──────── Task inputs

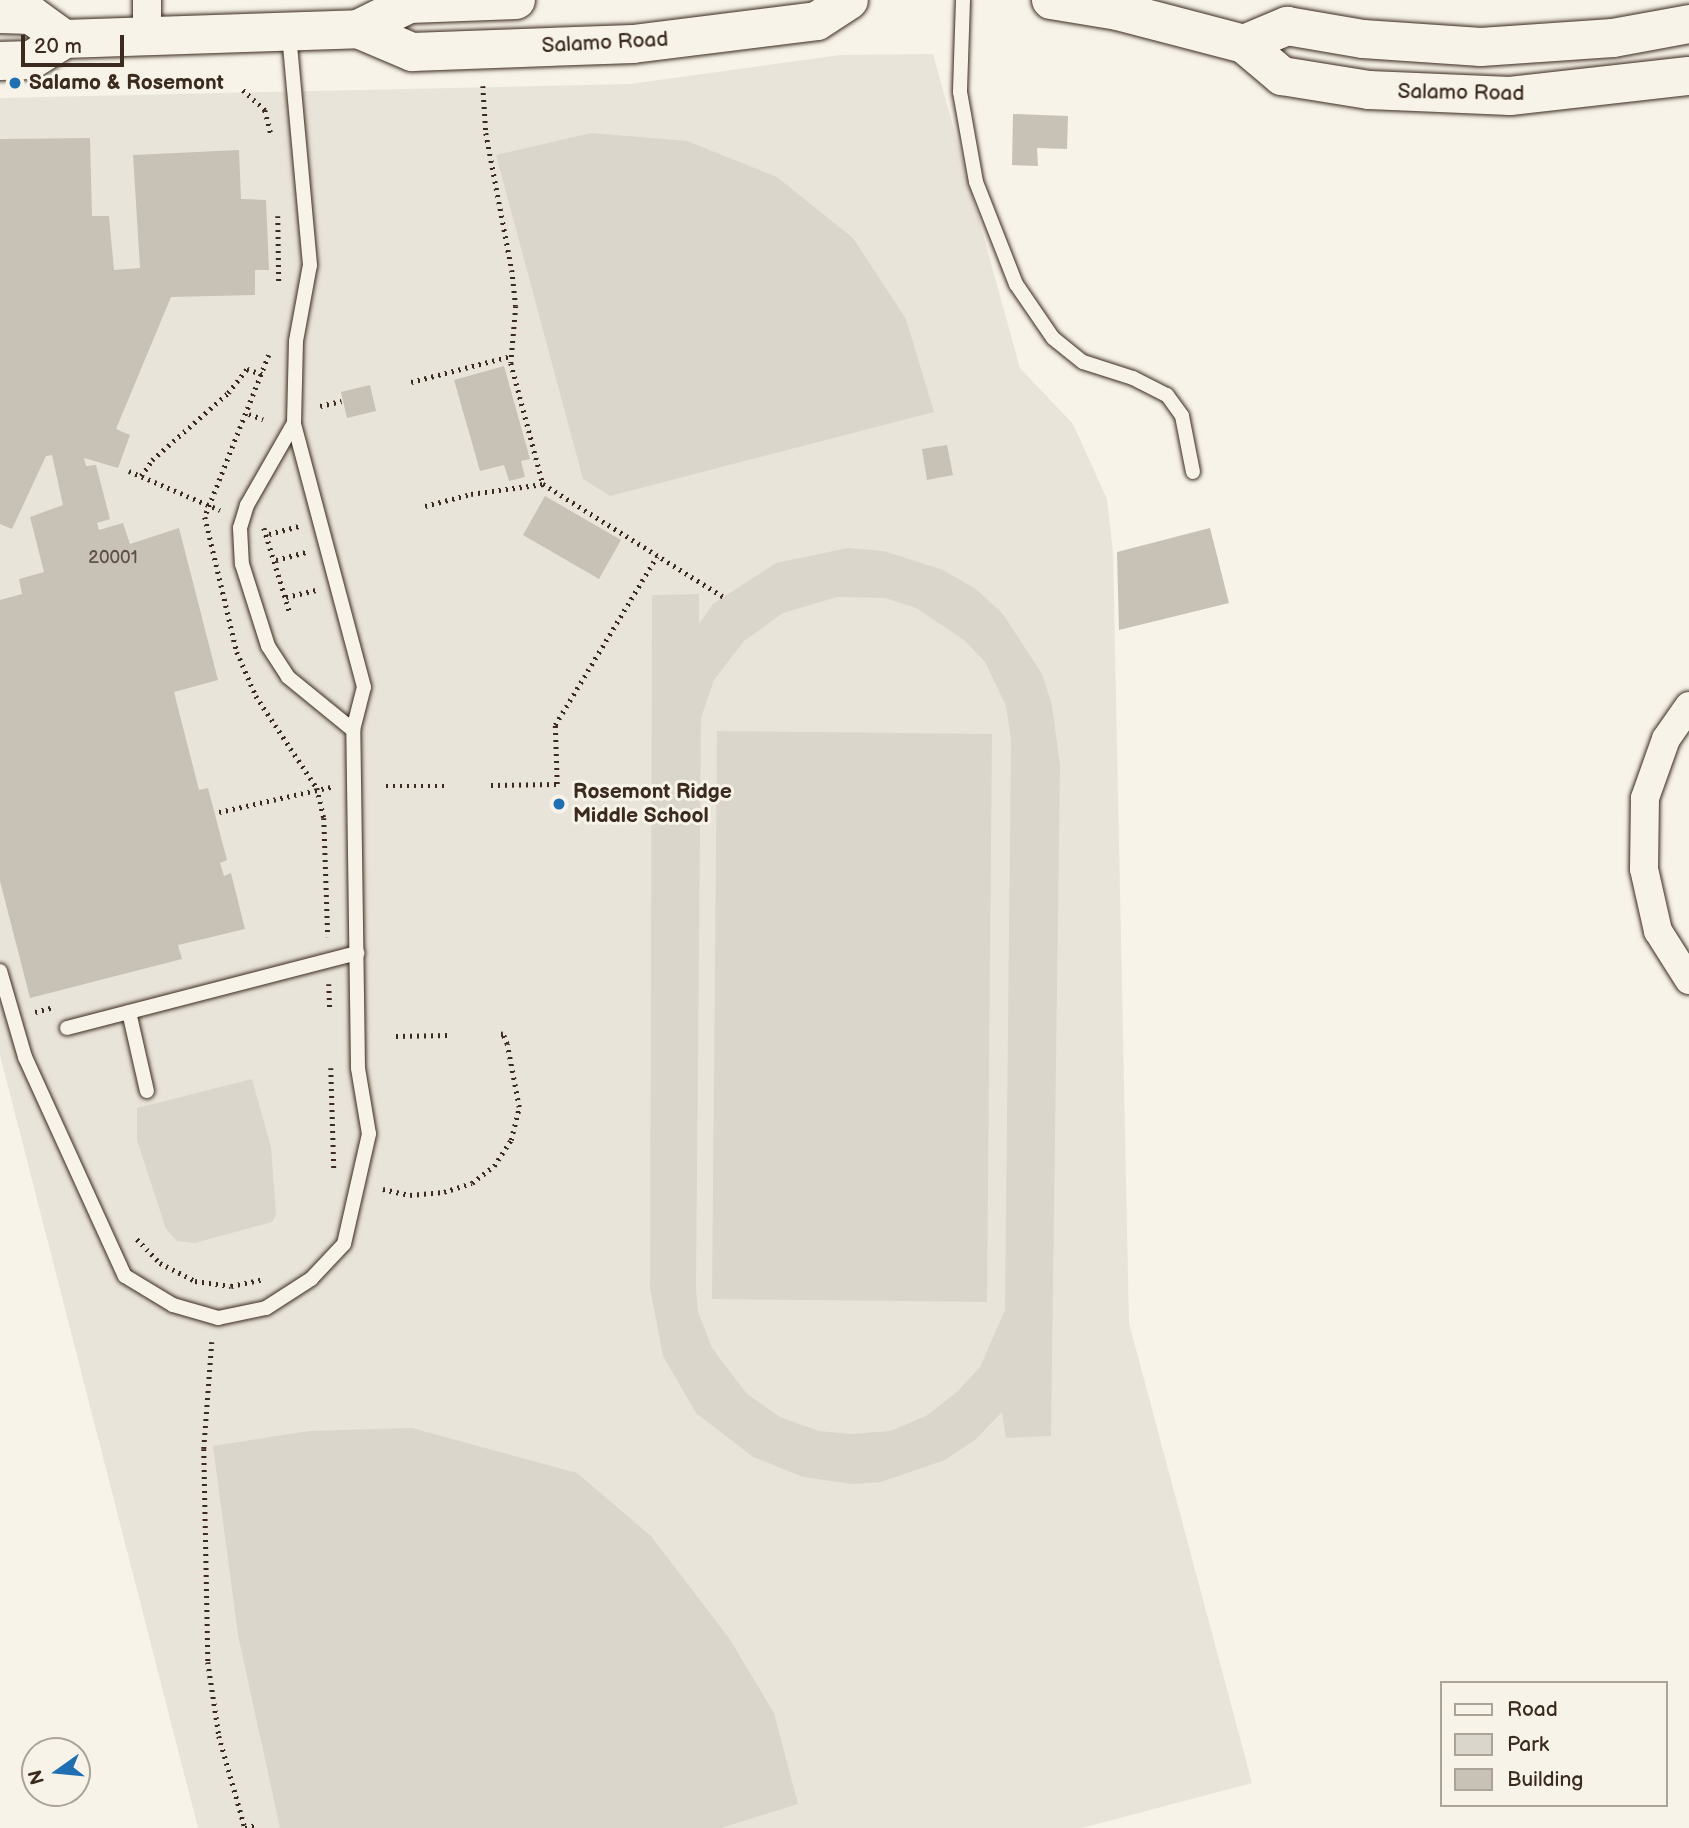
<!DOCTYPE html>
<style>
body{margin:0}
#map{position:relative;width:1689px;height:1828px;overflow:hidden;background:#f7f3e8;font-family:"Balsamiq Sans",sans-serif}
div>[style]{position:absolute}
.built>*{inset:0;background:#e9e4d9}
.green>*{inset:0;background:#dbd6cb}
.building>*{inset:0;background:#c8c1b6}
.path>*{height:4.5px;margin-top:-2.25px;transform-origin:0;background:repeating-linear-gradient(90deg,#3b2a1e 0 2px,transparent 0 7px)}
.roads{filter:drop-shadow(0 0 2px #3b2a1e) drop-shadow(0 0 2px #3b2a1e)}
.service>*{height:14px;margin:-7px;padding:0 7px;transform-origin:7px;border-radius:7px;background:#f7f3e8}
.minor>*{height:28px;margin:-14px;padding:0 14px;transform-origin:14px;border-radius:14px;background:#f7f3e8}
.secondary>*{height:38px;margin:-19px;padding:0 19px;transform-origin:19px;border-radius:19px;background:#f7f3e8}
.dots>*{width:19px;height:19px;translate:-50% -50%;box-sizing:border-box;border:4px solid #f7f3e8;border-radius:50%}
span{translate:-50% -50%;white-space:nowrap;text-align:center;line-height:1.15;-webkit-text-stroke:6px #f7f3e8;paint-order:stroke}
.number-label{font-size:18px;color:#5e5044}
.number-label span{-webkit-text-stroke-width:0}
.street-label{font-size:21px;color:#3b2a1e}
.poi-label{font-size:21px;color:#3b2a1e;font-weight:700}
.left{translate:0 -50%;text-align:left}
.legend{position:absolute;left:1440px;top:1681px;width:228px;height:126px;box-sizing:border-box;background:#f7f3e8;border:2px solid #aca397;margin:0;padding:9px 12px;list-style:none;font-size:21px;color:#3b2a1e}
.legend li{display:flex;align-items:center;gap:14px;height:35px}
.legend b{width:35px;border:2px solid #aca397}
.north{position:absolute;left:21px;top:1737px;width:70px;height:70px;box-sizing:border-box;background:#f7f3e8;border:2px solid #aca397;border-radius:50%;rotate:255deg;font-size:19px;font-weight:700;line-height:28px;text-align:center;color:#3b2a1e}
.north::after{content:'';display:block;margin:auto;width:24px;height:32px;background:#1f6fb2;clip-path:polygon(50% 0,100% 100%,50% 72%,0 100%)}
.scale{position:absolute;left:21px;top:35px;width:103px;height:32px;box-sizing:border-box;border:4px solid #3b2a1e;border-top:0;padding-left:9px;font-size:21px;line-height:24px;white-space:nowrap;color:#3b2a1e;-webkit-text-stroke:5px #f7f3e8;paint-order:stroke}
</style>
<div id="map">
<div class="built">
<i style="clip-path:polygon(933px 54px,1020px 368px,1073px 424px,1107px 499px,1113px 553px,1129px 1323px,1252px 1783px,1082px 1828px,198px 1828px,0 1055px,0 98px,630px 84px,840px 55px)"></i>
</div>
<div class="green">
<i style="clip-path:polygon(591px 133px,687px 141px,777px 177px,853px 238px,906px 319px,934px 412px,610px 496px,583px 479px,496px 155px)"></i>
<i style="clip-path:polygon(evenodd,848px 548px,884px 551px,943px 570px,976px 589px,1003px 614px,1042px 674px,1052px 705px,1060px 765px,1051px 1436px,1006px 1438px,1002px 1412px,975px 1440px,945px 1460px,881px 1482px,852px 1484px,803px 1477px,753px 1457px,696px 1413px,663px 1356px,650px 1288px,652px 595px,699px 594px,699px 624px,713px 604px,776px 563px,848px 548px,837px 597px,885px 598px,916px 608px,964px 640px,985px 662px,1006px 706px,1011px 740px,1005px 1310px,980px 1367px,957px 1392px,926px 1416px,890px 1431px,851px 1434px,819px 1431px,780px 1417px,747px 1394px,712px 1348px,698px 1312px,696px 1288px,701px 718px,714px 680px,744px 641px,783px 613px,837px 597px)"></i>
<i style="clip-path:polygon(717px 731px,992px 734px,987px 1302px,712px 1299px)"></i>
<i style="clip-path:polygon(252px 1079px,271px 1147px,276px 1215px,272px 1222px,195px 1243px,177px 1241px,166px 1229px,137px 1140px,137px 1108px)"></i>
<i style="clip-path:polygon(412px 1428px,577px 1473px,651px 1536px,729px 1638px,774px 1713px,798px 1804px,721px 1828px,280px 1828px,238px 1635px,213px 1446px,309px 1431px)"></i>
</div>
<div class="building">
<i style="clip-path:polygon(1013px 114px,1068px 116px,1067px 149px,1037px 148px,1038px 166px,1012px 165px)"></i>
<i style="clip-path:polygon(90px 138px,92px 216px,109px 216px,114px 270px,140px 268px,133px 155px,239px 150px,241px 199px,266px 200px,269px 270px,255px 270px,255px 295px,171px 297px,116px 429px,130px 435px,118px 468px,84px 458px,86px 466px,96px 465px,110px 519px,97px 523px,99px 530px,123px 523px,130px 544px,179px 528px,218px 680px,174px 692px,199px 790px,208px 788px,227px 860px,220px 863px,224px 876px,231px 873px,245px 929px,178px 945px,182px 959px,30px 998px,0 881px,0 600px,22px 594px,19px 579px,44px 572px,30px 517px,63px 505px,52px 455px,46px 456px,12px 529px,0 524px,0 139px)"></i>
<i style="clip-path:polygon(504px 366px,530px 459px,521px 461px,525px 477px,509px 481px,504px 465px,480px 471px,454px 380px)"></i>
<i style="clip-path:polygon(370px 385px,376px 411px,347px 418px,341px 392px)"></i>
<i style="clip-path:polygon(947px 445px,953px 475px,927px 480px,922px 449px)"></i>
<i style="clip-path:polygon(545px 496px,621px 540px,599px 579px,523px 535px)"></i>
<i style="clip-path:polygon(1210px 528px,1229px 603px,1119px 630px,1117px 552px)"></i>
</div>
<div class="path">
<i style="left:483px;top:86px;width:47px;rotate:86.3deg"></i>
<i style="left:486px;top:133px;width:139px;rotate:79.3deg"></i>
<i style="left:512px;top:270px;width:36px;rotate:84deg"></i>
<i style="left:516px;top:306px;width:57px;rotate:95deg"></i>
<i style="left:511px;top:363px;width:125px;rotate:75.2deg"></i>
<i style="left:243px;top:90px;width:30px;rotate:42deg"></i>
<i style="left:265px;top:110px;width:25px;rotate:76deg"></i>
<i style="left:278px;top:216px;width:68px;rotate:89.2deg"></i>
<i style="left:269px;top:355px;width:174px;rotate:111.6deg"></i>
<i style="left:205px;top:517px;width:139px;rotate:76.7deg"></i>
<i style="left:237px;top:652px;width:48px;rotate:66.6deg"></i>
<i style="left:256px;top:696px;width:110px;rotate:56.5deg"></i>
<i style="left:317px;top:788px;width:31px;rotate:77deg"></i>
<i style="left:324px;top:818px;width:119px;rotate:88.1deg"></i>
<i style="left:411px;top:382px;width:103px;rotate:-14.6deg"></i>
<i style="left:320px;top:406px;width:22px;rotate:-13deg"></i>
<i style="left:249px;top:414px;width:15px;rotate:20deg"></i>
<i style="left:129px;top:471px;width:99px;rotate:23.2deg"></i>
<i style="left:141px;top:476px;width:19px;rotate:-55deg"></i>
<i style="left:152px;top:460px;width:101px;rotate:-41.4deg"></i>
<i style="left:228px;top:393px;width:31px;rotate:-52deg"></i>
<i style="left:247px;top:369px;width:18px;rotate:19deg"></i>
<i style="left:425px;top:506px;width:48px;rotate:-14.6deg"></i>
<i style="left:471px;top:494px;width:73px;rotate:-7.9deg"></i>
<i style="left:543px;top:484px;width:213px;rotate:32deg"></i>
<i style="left:264px;top:528px;width:89px;rotate:73deg"></i>
<i style="left:269px;top:534px;width:31px;rotate:-15deg"></i>
<i style="left:276px;top:560px;width:31px;rotate:-15deg"></i>
<i style="left:286px;top:597px;width:31px;rotate:-13deg"></i>
<i style="left:491px;top:785px;width:66px;rotate:-0.9deg"></i>
<i style="left:557px;top:784px;width:59px;rotate:-91.9deg"></i>
<i style="left:555px;top:725px;width:197px;rotate:-58.9deg"></i>
<i style="left:386px;top:786px;width:60px"></i>
<i style="left:219px;top:812px;width:115px;rotate:-12.6deg"></i>
<i style="left:329px;top:984px;width:23px;rotate:88deg"></i>
<i style="left:35px;top:1012px;width:20px;rotate:-15deg"></i>
<i style="left:396px;top:1036px;width:54px;rotate:-1.1deg"></i>
<i style="left:331px;top:1068px;width:100px;rotate:88.3deg"></i>
<i style="left:383px;top:1189px;width:28px;rotate:13deg"></i>
<i style="left:410px;top:1195px;width:34px;rotate:-5deg"></i>
<i style="left:444px;top:1192px;width:29px;rotate:-18deg"></i>
<i style="left:472px;top:1183px;width:28px;rotate:-38deg"></i>
<i style="left:494px;top:1166px;width:31px;rotate:-57deg"></i>
<i style="left:511px;top:1140px;width:34px;rotate:-76deg"></i>
<i style="left:519px;top:1107px;width:64px;rotate:-100.8deg"></i>
<i style="left:507px;top:1044px;width:11px;rotate:-112deg"></i>
<i style="left:503px;top:1034px;width:6px;rotate:171deg"></i>
<i style="left:137px;top:1239px;width:33px;rotate:46deg"></i>
<i style="left:160px;top:1263px;width:39px;rotate:27deg"></i>
<i style="left:195px;top:1281px;width:36px;rotate:8deg"></i>
<i style="left:231px;top:1286px;width:33px;rotate:-12deg"></i>
<i style="left:212px;top:1342px;width:107px;rotate:94.3deg"></i>
<i style="left:204px;top:1449px;width:213px;rotate:88.9deg"></i>
<i style="left:208px;top:1662px;width:75px;rotate:81.5deg"></i>
<i style="left:219px;top:1736px;width:96px;rotate:74.2deg"></i>
<i style="left:245px;top:1828px;width:11px;rotate:-15deg"></i>
</div>
<div class="roads">
<div class="service">
<i style="left:963px;top:0;width:92px;rotate:91.9deg"></i>
<i style="left:960px;top:92px;width:91px;rotate:79.9deg"></i>
<i style="left:976px;top:182px;width:110px;rotate:68.6deg"></i>
<i style="left:1016px;top:284px;width:65px;rotate:55.6deg"></i>
<i style="left:1053px;top:338px;width:38px;rotate:39deg"></i>
<i style="left:1083px;top:362px;width:52px;rotate:17.7deg"></i>
<i style="left:1133px;top:378px;width:38px;rotate:27deg"></i>
<i style="left:1167px;top:395px;width:26px;rotate:54deg"></i>
<i style="left:1182px;top:416px;width:57px;rotate:78.9deg"></i>
<i style="left:294px;top:423px;width:95px;rotate:119.8deg"></i>
<i style="left:247px;top:505px;width:24px;rotate:107deg"></i>
<i style="left:240px;top:528px;width:36px;rotate:87deg"></i>
<i style="left:242px;top:564px;width:86px;rotate:72.4deg"></i>
<i style="left:268px;top:646px;width:37px;rotate:57deg"></i>
<i style="left:288px;top:677px;width:84px;rotate:39.2deg"></i>
<i style="left:0;top:971px;width:90px;rotate:73.8deg"></i>
<i style="left:25px;top:1057px;width:241px;rotate:65.5deg"></i>
<i style="left:125px;top:1276px;width:56px;rotate:31.1deg"></i>
<i style="left:173px;top:1305px;width:47px;rotate:16.1deg"></i>
<i style="left:218px;top:1318px;width:49px;rotate:-11.8deg"></i>
<i style="left:266px;top:1308px;width:54px;rotate:-32.8deg"></i>
<i style="left:311px;top:1279px;width:48px;rotate:-46.7deg"></i>
<i style="left:344px;top:1244px;width:113px;rotate:-77.2deg"></i>
<i style="left:369px;top:1134px;width:67px;rotate:-99.5deg"></i>
<i style="left:358px;top:1068px;width:338px;rotate:-90.8deg"></i>
<i style="left:353px;top:730px;width:44px;rotate:-75.7deg"></i>
<i style="left:364px;top:687px;width:273px;rotate:-104.9deg"></i>
<i style="left:294px;top:423px;width:82px;rotate:-88.6deg"></i>
<i style="left:296px;top:341px;width:77px;rotate:-79.6deg"></i>
<i style="left:310px;top:265px;width:233px;rotate:-95.2deg"></i>
<i style="left:129px;top:1012px;width:81px;rotate:77.2deg"></i>
<i style="left:67px;top:1028px;width:300px;rotate:-14.5deg"></i>
</div>
<div class="minor">
<i style="left:147px;top:0;width:36px;rotate:90deg"></i>
<i style="left:1689px;top:706px;width:40px;rotate:124.9deg"></i>
<i style="left:1666px;top:739px;width:63px;rotate:109.6deg"></i>
<i style="left:1645px;top:798px;width:71px;rotate:90.8deg"></i>
<i style="left:1644px;top:869px;width:64px;rotate:77.3deg"></i>
<i style="left:1658px;top:931px;width:58px;rotate:57.7deg"></i>
</div>
<div class="secondary">
<i style="left:1051px;top:0;width:68px;rotate:9.3deg"></i>
<i style="left:1118px;top:11px;width:130px;rotate:14.7deg"></i>
<i style="left:1244px;top:44px;width:50px;rotate:40.1deg"></i>
<i style="left:1282px;top:76px;width:88px;rotate:9.1deg"></i>
<i style="left:1369px;top:90px;width:141px;rotate:2.4deg"></i>
<i style="left:1510px;top:96px;width:180px;rotate:-6.4deg"></i>
<i style="left:0;top:14px;width:31px;rotate:2deg"></i>
<i style="left:31px;top:15px;width:41px;rotate:36deg"></i>
<i style="left:358px;top:29px;width:57px;rotate:-26.1deg"></i>
<i style="left:409px;top:4px;width:107px;rotate:-2.1deg"></i>
<i style="left:1244px;top:44px;width:47px;rotate:-22.7deg"></i>
<i style="left:1287px;top:26px;width:77px;rotate:9.7deg"></i>
<i style="left:1363px;top:39px;width:118px;rotate:3.9deg"></i>
<i style="left:1481px;top:47px;width:132px;rotate:-3.9deg"></i>
<i style="left:1613px;top:38px;width:77px;rotate:-10.4deg"></i>
<i style="left:0;top:61px;width:31px;rotate:-2deg"></i>
<i style="left:31px;top:60px;width:39px;rotate:-32deg"></i>
<i style="left:64px;top:39px;width:294px;rotate:-1.9deg"></i>
<i style="left:358px;top:29px;width:59px;rotate:23.1deg"></i>
<i style="left:412px;top:52px;width:221px;rotate:-2.1deg"></i>
<i style="left:633px;top:44px;width:185px;rotate:-7.1deg"></i>
<i style="left:817px;top:21px;width:38px;rotate:-33deg"></i>
</div>
</div>
<div class="dots">
<i style="left:15px;top:83px;background:#1f6fb2"></i>
<i style="left:559px;top:804px;background:#1f6fb2"></i>
</div>
<div class="number-label">
<span style="left:113px;top:558px">20001</span>
</div>
<div class="street-label">
<span style="left:605px;top:43px;rotate:-3deg">Salamo Road</span>
<span style="left:1461px;top:93px;rotate:1deg">Salamo Road</span>
</div>
<div class="poi-label">
<span class="left" style="left:29px;top:83px">Salamo &amp; Rosemont</span>
<span class="left" style="left:573px;top:804px">Rosemont Ridge<br>Middle School</span>
</div>
<ul class="legend">
<li><b style="height:9px;background:#f7f3e8"></b>Road</li>
<li><b style="height:19px;background:#dbd6cb"></b>Park</li>
<li><b style="height:19px;background:#c8c1b6"></b>Building</li>
</ul>
<div class="north">N</div>
<div class="scale">20 m</div>
</div>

────────────────

Task brief | Give only the lines from the one holding "54px,1020px 368px,1073px 424px,1107px" through the one holding "133px,687px 141px,777px 177px,853px", each restated exactly as it appears above.

Exercise answer |
<i style="clip-path:polygon(933px 54px,1020px 368px,1073px 424px,1107px 499px,1113px 553px,1129px 1323px,1252px 1783px,1082px 1828px,198px 1828px,0 1055px,0 98px,630px 84px,840px 55px)"></i>
</div>
<div class="green">
<i style="clip-path:polygon(591px 133px,687px 141px,777px 177px,853px 238px,906px 319px,934px 412px,610px 496px,583px 479px,496px 155px)"></i>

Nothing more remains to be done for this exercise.